After watching the film, singer-songwriter Tori Amos wrote "Me and a Gun", the story of her rape several years earlier.

===Feminism===
Many critics and writers have remarked on the strong feminist overtones of Thelma & Louise. Film critic B. Ruby Rich praises the film as an uncompromising validation of women's experiences, while Kenneth Turan calls it a "neo-feminist road movie". Jessica Enevold argues that the film constitutes "an attack on conventional patterns of chauvinist male behavior toward females". In addition, it "exposes the traditional stereotyping of male–female relationships" while rescripting the typical gender roles of the road movie genre.

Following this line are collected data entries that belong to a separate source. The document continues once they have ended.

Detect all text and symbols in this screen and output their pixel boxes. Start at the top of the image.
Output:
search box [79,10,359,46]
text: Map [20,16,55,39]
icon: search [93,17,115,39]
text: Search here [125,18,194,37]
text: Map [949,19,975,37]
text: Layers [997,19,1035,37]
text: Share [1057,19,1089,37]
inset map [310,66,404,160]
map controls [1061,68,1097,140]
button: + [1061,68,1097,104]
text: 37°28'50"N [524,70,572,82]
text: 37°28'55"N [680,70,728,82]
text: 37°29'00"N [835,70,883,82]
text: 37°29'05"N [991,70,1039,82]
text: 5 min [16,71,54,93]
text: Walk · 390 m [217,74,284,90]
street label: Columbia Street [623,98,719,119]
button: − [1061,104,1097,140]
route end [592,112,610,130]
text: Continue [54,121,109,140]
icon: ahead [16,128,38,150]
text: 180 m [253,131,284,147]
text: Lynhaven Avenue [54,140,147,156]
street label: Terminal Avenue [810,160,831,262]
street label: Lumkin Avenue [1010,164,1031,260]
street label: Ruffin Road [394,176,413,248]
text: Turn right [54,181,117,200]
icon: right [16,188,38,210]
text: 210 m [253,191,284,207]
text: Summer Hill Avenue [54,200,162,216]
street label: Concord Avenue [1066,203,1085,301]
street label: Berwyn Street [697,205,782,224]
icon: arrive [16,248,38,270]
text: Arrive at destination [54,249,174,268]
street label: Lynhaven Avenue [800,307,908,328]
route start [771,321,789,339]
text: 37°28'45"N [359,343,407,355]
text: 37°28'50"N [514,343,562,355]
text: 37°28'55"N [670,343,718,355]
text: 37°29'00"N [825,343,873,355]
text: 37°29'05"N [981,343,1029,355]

In her review for the Los Angeles Times, film critic Sheila Benson objected to the characterization of the film as feminist, arguing that it is more preoccupied with revenge and violence than feminist values.

In an article commemorating the film's 20th anniversary in 2011, Raina Lipsitz of The Atlantic called it "the last great film about women" and said that it heralded the achievements of women that caused 1992 to become "the year of the woman". However, she also said that women-themed films have since been losing ground.

==Stage adaptation==

In early 2021, it was announced that Khouri was adapting the film as a stage musical alongside Halley Feiffer, with original songs by Neko Case, and Trip Cullman attached to direct. In January 2023, a workshop reading was held starring Amanda Seyfried and Evan Rachel Wood.

The musical, with a book credited solely to Khouri and music and lyrics by Case, premiered at the Young Vic in London on 3 September 2026, directed by Cullman and starring Rachel Tucker as Louise and Amy Lennox as Thelma. It is scheduled to run until 24 October 2026.